"Good teaching is one-fourth preparation and three-fourths theater." ~ Gail Godwin, American novelist
"If you have stage fright, it never goes away. But then I wonder: is the key to that magical performance because of the fear?" ~ Stevie Nicks
Today marked my first college class teaching. My friend, Jamie, teaches an introductory political science and an elections class at Hunter College. He asked if I would come in and guest teach on the topic of social media and popular elections. With a great amount of nervousness, I accepted and went this morning at 10am to teach 2 sessions.
I have a secret - I have an awful case of stage fright. I've been known to get sick to my stomach several times before making a presentation or acting in a performance. I have a few techniques I have tried over the years and only one really seems to work: quit whining and just do it. It's amazing that once I get to the stage or the front of the room, I'm completely fine. It's the anticipation of performance that brings on the butterflies.
And so it was at Hunter. I had made copious lecture notes and rehearsed in my apartment. I was wringing my hands a bit, and worrying. Would I add any value? Would the students think what I had to say was relevant? What if I couldn't answer a question? And here's the truly terrifying one - what if there was no reaction at all from anyone? What if all I heard was crickets amid a sea of empty, expressionless faces? Ouch.
True to past experience, none of these things happened. The classes were engaged, interested, and interesting. I learned as much as they did in the course of the preparation and the class itself. Teaching is exactly like theatre with an added component of more front-loaded research, and theatre and research I know I can do. What surprised me most is how much I loved teaching a college class. Truly loved it. The time flew by, and when I was finished, I wanted to teach another session.
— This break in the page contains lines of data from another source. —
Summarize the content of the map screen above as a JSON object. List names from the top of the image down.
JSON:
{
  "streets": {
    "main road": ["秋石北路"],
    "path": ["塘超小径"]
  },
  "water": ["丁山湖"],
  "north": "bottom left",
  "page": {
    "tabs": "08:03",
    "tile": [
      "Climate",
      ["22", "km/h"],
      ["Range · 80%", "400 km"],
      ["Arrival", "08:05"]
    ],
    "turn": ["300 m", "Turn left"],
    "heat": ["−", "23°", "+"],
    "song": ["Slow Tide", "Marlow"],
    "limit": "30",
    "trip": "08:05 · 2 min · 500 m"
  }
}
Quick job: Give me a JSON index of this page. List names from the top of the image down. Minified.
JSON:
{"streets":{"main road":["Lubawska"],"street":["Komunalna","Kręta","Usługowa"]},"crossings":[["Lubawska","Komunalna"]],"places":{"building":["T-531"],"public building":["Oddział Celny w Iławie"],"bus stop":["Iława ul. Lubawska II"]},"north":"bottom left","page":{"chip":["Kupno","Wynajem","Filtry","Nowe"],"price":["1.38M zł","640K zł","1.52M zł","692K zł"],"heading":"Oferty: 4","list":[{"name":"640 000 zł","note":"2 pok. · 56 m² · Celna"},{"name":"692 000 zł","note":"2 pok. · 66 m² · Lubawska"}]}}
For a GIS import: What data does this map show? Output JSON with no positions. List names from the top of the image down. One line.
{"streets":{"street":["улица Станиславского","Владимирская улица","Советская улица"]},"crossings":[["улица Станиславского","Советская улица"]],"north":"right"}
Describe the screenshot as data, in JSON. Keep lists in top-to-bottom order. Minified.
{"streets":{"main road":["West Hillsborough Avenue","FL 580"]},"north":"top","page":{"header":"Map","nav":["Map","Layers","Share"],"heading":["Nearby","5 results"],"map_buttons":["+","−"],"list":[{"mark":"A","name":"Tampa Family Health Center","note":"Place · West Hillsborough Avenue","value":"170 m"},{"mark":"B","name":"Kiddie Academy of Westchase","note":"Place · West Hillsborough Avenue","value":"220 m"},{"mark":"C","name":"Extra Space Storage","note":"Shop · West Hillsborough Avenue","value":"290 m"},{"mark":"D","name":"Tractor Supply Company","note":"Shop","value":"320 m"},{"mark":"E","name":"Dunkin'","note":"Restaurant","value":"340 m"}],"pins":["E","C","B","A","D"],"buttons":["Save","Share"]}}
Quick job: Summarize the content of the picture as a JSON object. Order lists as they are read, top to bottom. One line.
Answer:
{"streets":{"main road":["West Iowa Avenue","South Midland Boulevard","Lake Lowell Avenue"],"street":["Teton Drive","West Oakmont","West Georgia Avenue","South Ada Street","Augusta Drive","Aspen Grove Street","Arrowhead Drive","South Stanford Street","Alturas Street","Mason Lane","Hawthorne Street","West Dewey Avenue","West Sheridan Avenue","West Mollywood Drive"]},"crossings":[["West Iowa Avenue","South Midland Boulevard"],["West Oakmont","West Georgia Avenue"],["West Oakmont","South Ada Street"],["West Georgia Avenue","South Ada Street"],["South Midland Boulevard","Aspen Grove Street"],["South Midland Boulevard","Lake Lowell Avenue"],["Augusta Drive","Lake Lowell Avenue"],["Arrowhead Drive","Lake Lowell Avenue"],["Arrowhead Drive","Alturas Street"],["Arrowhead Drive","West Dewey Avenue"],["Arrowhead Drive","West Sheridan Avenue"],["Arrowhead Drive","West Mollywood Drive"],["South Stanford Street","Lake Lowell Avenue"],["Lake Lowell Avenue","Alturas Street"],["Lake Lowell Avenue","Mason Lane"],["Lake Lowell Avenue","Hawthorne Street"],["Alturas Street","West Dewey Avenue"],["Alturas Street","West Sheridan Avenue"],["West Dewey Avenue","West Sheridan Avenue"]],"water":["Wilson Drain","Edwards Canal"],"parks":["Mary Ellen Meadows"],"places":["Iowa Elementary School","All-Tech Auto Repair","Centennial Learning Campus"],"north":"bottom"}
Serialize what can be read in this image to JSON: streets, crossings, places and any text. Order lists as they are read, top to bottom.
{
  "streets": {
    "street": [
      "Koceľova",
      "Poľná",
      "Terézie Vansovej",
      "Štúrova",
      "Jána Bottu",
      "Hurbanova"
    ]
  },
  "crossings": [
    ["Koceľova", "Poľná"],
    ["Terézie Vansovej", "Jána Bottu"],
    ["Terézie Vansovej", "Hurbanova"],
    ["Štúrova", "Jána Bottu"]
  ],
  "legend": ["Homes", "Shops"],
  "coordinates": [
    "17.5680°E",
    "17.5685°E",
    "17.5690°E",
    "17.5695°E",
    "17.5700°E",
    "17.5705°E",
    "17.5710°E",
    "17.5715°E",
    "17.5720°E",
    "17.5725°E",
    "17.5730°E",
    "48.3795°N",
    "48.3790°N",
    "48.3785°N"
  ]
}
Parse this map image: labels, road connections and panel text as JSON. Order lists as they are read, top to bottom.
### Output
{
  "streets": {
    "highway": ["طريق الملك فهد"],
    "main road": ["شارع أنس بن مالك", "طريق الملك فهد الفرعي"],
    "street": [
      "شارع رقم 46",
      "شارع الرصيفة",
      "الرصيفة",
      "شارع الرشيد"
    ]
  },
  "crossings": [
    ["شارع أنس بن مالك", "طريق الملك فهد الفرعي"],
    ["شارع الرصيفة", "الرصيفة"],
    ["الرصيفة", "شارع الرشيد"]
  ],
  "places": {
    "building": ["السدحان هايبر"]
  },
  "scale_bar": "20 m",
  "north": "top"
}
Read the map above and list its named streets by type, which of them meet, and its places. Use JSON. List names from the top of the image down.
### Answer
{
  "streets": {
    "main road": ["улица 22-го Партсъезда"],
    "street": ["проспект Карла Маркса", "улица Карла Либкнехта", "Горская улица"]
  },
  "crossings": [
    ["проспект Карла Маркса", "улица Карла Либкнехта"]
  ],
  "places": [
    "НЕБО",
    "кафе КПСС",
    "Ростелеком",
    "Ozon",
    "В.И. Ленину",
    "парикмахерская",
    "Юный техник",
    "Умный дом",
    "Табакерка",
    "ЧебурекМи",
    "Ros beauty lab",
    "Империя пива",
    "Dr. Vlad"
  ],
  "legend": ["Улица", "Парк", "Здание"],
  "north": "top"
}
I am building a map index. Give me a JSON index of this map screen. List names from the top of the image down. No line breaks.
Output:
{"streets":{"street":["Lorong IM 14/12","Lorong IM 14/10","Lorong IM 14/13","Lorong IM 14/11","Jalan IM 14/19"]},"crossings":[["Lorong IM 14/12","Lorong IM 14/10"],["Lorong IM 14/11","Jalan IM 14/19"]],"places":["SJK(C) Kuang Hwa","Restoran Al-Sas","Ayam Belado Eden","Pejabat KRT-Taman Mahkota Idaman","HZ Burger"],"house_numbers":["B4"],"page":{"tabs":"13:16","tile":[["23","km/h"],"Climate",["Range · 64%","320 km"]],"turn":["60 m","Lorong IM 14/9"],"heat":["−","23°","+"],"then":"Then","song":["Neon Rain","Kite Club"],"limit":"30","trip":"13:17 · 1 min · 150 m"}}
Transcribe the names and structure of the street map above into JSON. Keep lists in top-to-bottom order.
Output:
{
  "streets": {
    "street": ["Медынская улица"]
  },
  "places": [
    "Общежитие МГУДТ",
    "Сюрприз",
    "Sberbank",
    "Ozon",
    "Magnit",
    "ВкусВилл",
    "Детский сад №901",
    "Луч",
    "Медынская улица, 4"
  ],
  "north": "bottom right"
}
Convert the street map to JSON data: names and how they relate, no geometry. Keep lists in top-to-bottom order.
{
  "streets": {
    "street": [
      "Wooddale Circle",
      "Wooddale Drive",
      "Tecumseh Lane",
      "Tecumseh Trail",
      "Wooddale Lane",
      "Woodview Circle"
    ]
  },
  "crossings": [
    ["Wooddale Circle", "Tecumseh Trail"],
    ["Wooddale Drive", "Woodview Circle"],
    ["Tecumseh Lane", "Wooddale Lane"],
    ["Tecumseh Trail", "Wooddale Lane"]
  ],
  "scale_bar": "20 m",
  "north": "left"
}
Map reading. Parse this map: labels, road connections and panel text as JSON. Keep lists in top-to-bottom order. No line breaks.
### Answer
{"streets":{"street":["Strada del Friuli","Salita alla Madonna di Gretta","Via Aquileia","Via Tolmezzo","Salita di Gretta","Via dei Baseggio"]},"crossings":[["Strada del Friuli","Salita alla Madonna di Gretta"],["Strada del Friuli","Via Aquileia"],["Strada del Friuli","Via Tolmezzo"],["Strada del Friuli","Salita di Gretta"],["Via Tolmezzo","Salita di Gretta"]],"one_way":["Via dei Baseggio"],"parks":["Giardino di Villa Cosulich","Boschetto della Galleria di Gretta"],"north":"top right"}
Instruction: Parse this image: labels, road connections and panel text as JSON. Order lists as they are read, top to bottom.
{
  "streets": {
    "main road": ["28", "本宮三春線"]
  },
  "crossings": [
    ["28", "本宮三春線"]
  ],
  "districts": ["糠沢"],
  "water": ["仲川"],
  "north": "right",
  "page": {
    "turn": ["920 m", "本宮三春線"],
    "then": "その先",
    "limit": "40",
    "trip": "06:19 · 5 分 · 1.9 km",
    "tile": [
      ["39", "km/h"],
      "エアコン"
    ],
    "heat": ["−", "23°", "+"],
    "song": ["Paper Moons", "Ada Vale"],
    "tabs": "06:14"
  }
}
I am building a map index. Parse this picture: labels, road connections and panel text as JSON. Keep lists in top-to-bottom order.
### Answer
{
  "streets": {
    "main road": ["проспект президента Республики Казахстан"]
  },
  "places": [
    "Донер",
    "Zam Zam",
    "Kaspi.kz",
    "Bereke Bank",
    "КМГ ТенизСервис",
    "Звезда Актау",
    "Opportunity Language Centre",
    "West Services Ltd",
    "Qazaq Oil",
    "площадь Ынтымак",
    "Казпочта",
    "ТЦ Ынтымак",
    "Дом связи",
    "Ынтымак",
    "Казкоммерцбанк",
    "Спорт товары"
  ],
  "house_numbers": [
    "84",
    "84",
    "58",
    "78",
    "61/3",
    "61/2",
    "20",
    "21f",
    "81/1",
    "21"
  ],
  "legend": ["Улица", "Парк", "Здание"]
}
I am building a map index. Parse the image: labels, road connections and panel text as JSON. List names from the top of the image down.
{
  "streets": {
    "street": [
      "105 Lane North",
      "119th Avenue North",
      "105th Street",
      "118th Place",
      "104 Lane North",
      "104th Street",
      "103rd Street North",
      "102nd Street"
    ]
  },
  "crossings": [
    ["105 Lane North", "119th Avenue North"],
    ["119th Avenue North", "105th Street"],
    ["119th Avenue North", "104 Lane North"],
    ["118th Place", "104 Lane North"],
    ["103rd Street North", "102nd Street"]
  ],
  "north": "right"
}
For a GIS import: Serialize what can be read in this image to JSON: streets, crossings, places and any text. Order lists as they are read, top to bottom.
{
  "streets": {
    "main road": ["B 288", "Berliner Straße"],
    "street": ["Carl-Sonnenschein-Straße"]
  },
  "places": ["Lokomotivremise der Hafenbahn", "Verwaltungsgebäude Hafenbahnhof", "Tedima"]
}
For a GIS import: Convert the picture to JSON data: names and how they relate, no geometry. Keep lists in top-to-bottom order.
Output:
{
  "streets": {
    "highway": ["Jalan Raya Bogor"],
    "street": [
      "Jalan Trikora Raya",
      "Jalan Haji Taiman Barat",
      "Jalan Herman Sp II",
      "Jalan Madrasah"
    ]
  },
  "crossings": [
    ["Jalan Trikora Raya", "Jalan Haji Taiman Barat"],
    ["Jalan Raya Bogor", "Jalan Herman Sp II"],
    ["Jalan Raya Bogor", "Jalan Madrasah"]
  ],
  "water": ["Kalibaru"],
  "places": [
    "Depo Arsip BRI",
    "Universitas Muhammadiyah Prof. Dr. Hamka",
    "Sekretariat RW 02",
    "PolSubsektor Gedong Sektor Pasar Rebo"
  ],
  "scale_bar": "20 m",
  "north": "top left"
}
Yes, the PhD-route is certainly the right one for me. Now I know that for sure.
In preparation for the class, I have had the great fortunate of amazing professors as clear examples. At Darden where I got my MBA, professors teach the case method. No lecturing allowed. The professor's job is to draw students out, to engage them immediately, and keep the dialogue flowing non-stop for close to two hours. This is no easy task and for two years I had the privilege to sit with masters of this teaching method like Ed Freeman, Robert Spekman, and Alex Horniman.
I have also been watching and studying Michael Sandel, a professor at Harvard who teaches a wildly popular class entitled simply "Justice". For the first time, the class is being shown on-line for free at http://www.justiceharvard.org. Every Thursday a new class is uploaded. Sandel, like my Darden professors, is a master teacher that manages to engage and facilitate discussion in a very large lecture hall. Watching him made me re-consider teaching as a profession, and reignited my interest in going back to school and getting a PhD. I must remember to send him a thank you card.
I have just created an account on slideshare.net and uploaded the presentation I gave this morning at Hunter. I build presentations as guides for a discussion and not stand-alone documents. I'm glad to walk anyone through the presentation if they're interested!